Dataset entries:
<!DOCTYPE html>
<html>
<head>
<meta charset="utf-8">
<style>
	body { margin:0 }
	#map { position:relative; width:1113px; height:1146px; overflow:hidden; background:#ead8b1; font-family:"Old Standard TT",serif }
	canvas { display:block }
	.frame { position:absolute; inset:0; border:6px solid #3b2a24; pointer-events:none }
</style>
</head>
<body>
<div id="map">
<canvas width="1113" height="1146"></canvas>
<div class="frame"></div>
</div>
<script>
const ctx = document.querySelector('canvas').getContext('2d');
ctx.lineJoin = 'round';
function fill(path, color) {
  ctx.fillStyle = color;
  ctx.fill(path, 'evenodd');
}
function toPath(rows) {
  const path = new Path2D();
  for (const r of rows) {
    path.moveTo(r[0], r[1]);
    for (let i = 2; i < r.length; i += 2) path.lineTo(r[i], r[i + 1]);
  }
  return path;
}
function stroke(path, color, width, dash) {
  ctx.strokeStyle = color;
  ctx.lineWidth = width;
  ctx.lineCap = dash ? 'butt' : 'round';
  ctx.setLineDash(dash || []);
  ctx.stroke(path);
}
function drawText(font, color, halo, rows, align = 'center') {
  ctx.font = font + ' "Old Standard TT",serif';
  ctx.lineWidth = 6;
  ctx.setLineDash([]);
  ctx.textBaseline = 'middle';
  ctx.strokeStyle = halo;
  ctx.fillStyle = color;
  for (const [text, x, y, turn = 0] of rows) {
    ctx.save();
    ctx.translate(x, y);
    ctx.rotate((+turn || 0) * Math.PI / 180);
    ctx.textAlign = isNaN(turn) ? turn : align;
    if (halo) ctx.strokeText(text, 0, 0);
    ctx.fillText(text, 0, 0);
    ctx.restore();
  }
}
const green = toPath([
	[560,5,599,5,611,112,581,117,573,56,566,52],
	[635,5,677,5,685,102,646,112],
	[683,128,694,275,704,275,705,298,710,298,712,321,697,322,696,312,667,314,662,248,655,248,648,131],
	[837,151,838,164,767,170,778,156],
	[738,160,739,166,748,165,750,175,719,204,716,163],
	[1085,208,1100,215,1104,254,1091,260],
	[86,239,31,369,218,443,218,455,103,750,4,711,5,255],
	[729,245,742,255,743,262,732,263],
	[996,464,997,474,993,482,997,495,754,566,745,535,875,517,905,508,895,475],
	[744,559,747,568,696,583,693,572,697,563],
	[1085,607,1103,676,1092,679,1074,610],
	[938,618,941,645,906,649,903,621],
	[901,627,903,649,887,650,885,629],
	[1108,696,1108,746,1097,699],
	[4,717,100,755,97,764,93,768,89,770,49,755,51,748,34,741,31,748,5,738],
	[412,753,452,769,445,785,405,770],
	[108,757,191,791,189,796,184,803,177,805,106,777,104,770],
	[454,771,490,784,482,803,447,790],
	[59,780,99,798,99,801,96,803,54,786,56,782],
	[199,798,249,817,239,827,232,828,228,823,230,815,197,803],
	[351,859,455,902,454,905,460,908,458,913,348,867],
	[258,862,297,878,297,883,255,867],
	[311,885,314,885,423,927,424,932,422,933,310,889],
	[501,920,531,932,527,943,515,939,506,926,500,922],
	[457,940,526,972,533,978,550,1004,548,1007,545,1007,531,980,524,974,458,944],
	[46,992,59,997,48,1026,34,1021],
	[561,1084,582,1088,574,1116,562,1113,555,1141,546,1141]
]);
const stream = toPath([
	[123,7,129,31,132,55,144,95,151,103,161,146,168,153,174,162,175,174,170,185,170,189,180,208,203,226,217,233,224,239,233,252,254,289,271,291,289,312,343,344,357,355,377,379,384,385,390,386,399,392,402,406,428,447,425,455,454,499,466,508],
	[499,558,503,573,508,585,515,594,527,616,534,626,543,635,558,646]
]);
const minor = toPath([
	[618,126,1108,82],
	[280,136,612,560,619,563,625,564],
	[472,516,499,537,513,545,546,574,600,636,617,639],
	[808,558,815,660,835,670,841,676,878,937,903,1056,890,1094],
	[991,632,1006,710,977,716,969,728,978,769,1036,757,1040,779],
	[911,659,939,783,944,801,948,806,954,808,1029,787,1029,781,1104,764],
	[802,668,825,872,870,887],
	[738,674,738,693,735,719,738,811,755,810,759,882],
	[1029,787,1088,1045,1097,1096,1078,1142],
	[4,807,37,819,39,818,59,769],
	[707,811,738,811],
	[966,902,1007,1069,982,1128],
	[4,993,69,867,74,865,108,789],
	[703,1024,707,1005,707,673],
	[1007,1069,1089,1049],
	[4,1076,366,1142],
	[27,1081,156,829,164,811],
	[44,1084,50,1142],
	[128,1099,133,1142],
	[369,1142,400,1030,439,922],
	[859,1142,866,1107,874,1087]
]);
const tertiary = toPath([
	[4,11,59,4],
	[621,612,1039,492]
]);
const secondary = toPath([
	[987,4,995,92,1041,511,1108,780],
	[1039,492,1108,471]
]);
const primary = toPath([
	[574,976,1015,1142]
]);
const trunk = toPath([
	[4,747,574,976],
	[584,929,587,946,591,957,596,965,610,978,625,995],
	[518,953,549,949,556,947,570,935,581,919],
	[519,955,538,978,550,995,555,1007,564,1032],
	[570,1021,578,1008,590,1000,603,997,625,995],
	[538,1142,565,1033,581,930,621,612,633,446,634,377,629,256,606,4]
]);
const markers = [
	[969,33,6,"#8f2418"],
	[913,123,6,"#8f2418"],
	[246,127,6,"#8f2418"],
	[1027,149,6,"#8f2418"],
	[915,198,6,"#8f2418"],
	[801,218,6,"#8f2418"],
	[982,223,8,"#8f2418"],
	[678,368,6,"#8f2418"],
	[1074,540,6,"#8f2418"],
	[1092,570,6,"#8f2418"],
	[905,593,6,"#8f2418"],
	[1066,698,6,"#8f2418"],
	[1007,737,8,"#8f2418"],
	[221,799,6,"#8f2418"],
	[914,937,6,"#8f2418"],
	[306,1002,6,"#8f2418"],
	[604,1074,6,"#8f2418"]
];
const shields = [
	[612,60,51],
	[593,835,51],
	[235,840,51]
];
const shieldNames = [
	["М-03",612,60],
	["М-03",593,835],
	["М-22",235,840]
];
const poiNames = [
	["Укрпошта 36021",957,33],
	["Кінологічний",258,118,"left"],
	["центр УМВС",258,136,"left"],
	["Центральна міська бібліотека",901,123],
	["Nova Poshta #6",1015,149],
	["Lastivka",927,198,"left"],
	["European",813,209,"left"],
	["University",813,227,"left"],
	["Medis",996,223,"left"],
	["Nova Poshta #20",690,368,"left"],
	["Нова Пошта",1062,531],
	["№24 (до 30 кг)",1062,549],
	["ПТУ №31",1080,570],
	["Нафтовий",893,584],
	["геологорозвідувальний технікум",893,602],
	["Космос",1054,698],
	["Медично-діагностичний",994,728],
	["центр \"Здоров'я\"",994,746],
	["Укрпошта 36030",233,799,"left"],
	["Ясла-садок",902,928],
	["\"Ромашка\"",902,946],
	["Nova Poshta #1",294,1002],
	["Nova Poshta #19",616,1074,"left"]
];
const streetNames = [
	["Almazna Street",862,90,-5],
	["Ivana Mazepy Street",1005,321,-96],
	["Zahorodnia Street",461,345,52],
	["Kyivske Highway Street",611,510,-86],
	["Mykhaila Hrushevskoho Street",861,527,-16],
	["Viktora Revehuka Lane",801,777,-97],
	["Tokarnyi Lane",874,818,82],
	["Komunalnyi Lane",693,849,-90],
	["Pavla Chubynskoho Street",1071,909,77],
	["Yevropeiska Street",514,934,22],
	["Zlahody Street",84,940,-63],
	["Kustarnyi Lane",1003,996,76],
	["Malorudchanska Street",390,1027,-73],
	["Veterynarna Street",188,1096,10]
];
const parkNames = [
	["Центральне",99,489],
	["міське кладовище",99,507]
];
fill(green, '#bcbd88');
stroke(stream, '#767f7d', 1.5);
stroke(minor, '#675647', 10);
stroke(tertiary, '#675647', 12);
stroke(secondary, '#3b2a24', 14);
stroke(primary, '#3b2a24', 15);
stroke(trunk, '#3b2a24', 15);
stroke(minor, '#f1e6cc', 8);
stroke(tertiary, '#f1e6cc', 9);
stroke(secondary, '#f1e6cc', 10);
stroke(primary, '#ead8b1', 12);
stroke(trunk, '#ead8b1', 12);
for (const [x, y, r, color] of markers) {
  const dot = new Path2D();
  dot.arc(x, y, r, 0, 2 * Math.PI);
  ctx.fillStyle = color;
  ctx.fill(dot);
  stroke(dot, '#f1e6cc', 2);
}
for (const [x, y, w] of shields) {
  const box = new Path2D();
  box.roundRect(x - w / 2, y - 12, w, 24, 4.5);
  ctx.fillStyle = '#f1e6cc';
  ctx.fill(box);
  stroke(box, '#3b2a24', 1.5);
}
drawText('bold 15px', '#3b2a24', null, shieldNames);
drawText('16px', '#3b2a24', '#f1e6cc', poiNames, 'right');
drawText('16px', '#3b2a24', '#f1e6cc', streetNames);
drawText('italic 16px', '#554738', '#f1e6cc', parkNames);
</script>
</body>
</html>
---
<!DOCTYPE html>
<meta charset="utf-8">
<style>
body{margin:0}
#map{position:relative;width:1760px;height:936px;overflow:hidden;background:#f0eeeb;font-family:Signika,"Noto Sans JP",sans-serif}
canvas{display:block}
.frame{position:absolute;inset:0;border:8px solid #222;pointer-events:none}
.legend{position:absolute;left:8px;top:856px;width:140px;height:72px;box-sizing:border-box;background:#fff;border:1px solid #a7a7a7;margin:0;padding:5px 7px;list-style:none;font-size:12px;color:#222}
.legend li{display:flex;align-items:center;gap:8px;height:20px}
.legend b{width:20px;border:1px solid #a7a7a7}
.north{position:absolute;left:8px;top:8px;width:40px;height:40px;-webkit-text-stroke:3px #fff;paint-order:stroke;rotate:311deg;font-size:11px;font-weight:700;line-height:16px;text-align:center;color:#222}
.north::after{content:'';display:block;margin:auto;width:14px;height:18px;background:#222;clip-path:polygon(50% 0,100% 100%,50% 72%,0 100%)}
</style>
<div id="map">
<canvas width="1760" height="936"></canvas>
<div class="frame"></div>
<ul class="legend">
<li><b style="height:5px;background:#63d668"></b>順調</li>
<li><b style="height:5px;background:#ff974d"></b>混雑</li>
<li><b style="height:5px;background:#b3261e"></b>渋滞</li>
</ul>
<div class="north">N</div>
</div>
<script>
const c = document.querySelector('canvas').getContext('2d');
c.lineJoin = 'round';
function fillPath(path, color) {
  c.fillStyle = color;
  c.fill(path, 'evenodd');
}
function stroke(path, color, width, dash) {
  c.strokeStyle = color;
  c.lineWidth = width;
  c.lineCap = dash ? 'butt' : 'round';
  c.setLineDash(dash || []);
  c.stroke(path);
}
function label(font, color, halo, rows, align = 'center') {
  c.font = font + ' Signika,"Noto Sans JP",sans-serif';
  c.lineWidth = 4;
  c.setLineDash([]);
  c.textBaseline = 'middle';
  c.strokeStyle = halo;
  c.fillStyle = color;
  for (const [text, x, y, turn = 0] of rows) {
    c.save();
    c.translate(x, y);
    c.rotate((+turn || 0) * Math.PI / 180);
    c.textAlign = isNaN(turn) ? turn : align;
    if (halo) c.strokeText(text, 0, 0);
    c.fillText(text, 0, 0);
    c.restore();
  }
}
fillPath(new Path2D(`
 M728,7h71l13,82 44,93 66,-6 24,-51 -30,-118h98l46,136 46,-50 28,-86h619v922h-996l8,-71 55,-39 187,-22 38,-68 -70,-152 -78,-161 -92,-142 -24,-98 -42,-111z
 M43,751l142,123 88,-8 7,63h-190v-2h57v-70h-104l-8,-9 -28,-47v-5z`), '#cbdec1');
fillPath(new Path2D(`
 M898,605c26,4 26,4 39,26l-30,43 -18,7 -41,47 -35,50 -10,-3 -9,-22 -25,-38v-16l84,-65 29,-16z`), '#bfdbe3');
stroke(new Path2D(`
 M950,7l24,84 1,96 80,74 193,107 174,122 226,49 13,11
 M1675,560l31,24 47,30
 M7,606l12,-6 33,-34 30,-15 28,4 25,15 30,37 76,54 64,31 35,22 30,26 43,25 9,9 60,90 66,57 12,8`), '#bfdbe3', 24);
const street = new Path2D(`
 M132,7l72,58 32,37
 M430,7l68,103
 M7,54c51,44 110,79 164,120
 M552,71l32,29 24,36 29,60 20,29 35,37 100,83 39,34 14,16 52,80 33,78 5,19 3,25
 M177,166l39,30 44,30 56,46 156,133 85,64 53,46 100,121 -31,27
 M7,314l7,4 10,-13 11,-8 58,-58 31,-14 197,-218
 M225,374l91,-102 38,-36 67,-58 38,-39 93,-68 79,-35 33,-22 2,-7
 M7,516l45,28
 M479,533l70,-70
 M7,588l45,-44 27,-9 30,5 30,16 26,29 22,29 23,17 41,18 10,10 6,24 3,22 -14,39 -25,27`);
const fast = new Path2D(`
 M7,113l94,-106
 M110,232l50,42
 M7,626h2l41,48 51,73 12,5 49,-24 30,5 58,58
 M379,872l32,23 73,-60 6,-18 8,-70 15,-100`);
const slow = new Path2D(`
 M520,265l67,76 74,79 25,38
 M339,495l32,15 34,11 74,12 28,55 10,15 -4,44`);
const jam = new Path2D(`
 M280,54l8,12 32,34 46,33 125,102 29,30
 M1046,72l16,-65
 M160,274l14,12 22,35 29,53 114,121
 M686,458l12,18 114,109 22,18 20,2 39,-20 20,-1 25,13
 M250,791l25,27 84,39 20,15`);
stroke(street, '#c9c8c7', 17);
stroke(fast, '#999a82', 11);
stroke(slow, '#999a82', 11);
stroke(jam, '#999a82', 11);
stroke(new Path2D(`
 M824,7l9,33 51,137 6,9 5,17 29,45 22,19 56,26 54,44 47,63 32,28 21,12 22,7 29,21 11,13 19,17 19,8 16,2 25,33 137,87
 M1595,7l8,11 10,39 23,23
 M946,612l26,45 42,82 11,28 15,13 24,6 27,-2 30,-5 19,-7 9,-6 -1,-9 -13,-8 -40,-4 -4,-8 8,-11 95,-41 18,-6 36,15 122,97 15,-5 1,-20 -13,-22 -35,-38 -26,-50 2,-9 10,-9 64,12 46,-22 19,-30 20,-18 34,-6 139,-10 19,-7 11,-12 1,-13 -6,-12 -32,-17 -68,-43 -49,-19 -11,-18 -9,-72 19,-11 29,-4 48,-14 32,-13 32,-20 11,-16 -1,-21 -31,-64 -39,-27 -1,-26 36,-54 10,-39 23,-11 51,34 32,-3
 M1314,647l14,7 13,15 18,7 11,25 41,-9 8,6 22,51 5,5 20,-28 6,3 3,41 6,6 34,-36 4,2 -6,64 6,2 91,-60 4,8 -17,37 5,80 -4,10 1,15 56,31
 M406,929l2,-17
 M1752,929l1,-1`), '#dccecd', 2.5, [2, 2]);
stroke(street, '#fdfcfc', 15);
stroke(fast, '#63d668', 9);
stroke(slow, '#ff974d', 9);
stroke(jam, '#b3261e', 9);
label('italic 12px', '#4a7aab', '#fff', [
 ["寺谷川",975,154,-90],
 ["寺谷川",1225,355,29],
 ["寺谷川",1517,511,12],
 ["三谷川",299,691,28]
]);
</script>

DIRECTIONS: Begin at the line that has "ctx.lineCap = dash ? 'butt' : 'round';" in the entries above; stop after the line that has "[561,1084,582,1088,574,1116,562,1113,555,1141,546,1141]". Transcribe exactly those lines and no others.

WORKED SOLUTION:
  ctx.lineCap = dash ? 'butt' : 'round';
  ctx.setLineDash(dash || []);
  ctx.stroke(path);
}
function drawText(font, color, halo, rows, align = 'center') {
  ctx.font = font + ' "Old Standard TT",serif';
  ctx.lineWidth = 6;
  ctx.setLineDash([]);
  ctx.textBaseline = 'middle';
  ctx.strokeStyle = halo;
  ctx.fillStyle = color;
  for (const [text, x, y, turn = 0] of rows) {
    ctx.save();
    ctx.translate(x, y);
    ctx.rotate((+turn || 0) * Math.PI / 180);
    ctx.textAlign = isNaN(turn) ? turn : align;
    if (halo) ctx.strokeText(text, 0, 0);
    ctx.fillText(text, 0, 0);
    ctx.restore();
  }
}
const green = toPath([
	[560,5,599,5,611,112,581,117,573,56,566,52],
	[635,5,677,5,685,102,646,112],
	[683,128,694,275,704,275,705,298,710,298,712,321,697,322,696,312,667,314,662,248,655,248,648,131],
	[837,151,838,164,767,170,778,156],
	[738,160,739,166,748,165,750,175,719,204,716,163],
	[1085,208,1100,215,1104,254,1091,260],
	[86,239,31,369,218,443,218,455,103,750,4,711,5,255],
	[729,245,742,255,743,262,732,263],
	[996,464,997,474,993,482,997,495,754,566,745,535,875,517,905,508,895,475],
	[744,559,747,568,696,583,693,572,697,563],
	[1085,607,1103,676,1092,679,1074,610],
	[938,618,941,645,906,649,903,621],
	[901,627,903,649,887,650,885,629],
	[1108,696,1108,746,1097,699],
	[4,717,100,755,97,764,93,768,89,770,49,755,51,748,34,741,31,748,5,738],
	[412,753,452,769,445,785,405,770],
	[108,757,191,791,189,796,184,803,177,805,106,777,104,770],
	[454,771,490,784,482,803,447,790],
	[59,780,99,798,99,801,96,803,54,786,56,782],
	[199,798,249,817,239,827,232,828,228,823,230,815,197,803],
	[351,859,455,902,454,905,460,908,458,913,348,867],
	[258,862,297,878,297,883,255,867],
	[311,885,314,885,423,927,424,932,422,933,310,889],
	[501,920,531,932,527,943,515,939,506,926,500,922],
	[457,940,526,972,533,978,550,1004,548,1007,545,1007,531,980,524,974,458,944],
	[46,992,59,997,48,1026,34,1021],
	[561,1084,582,1088,574,1116,562,1113,555,1141,546,1141]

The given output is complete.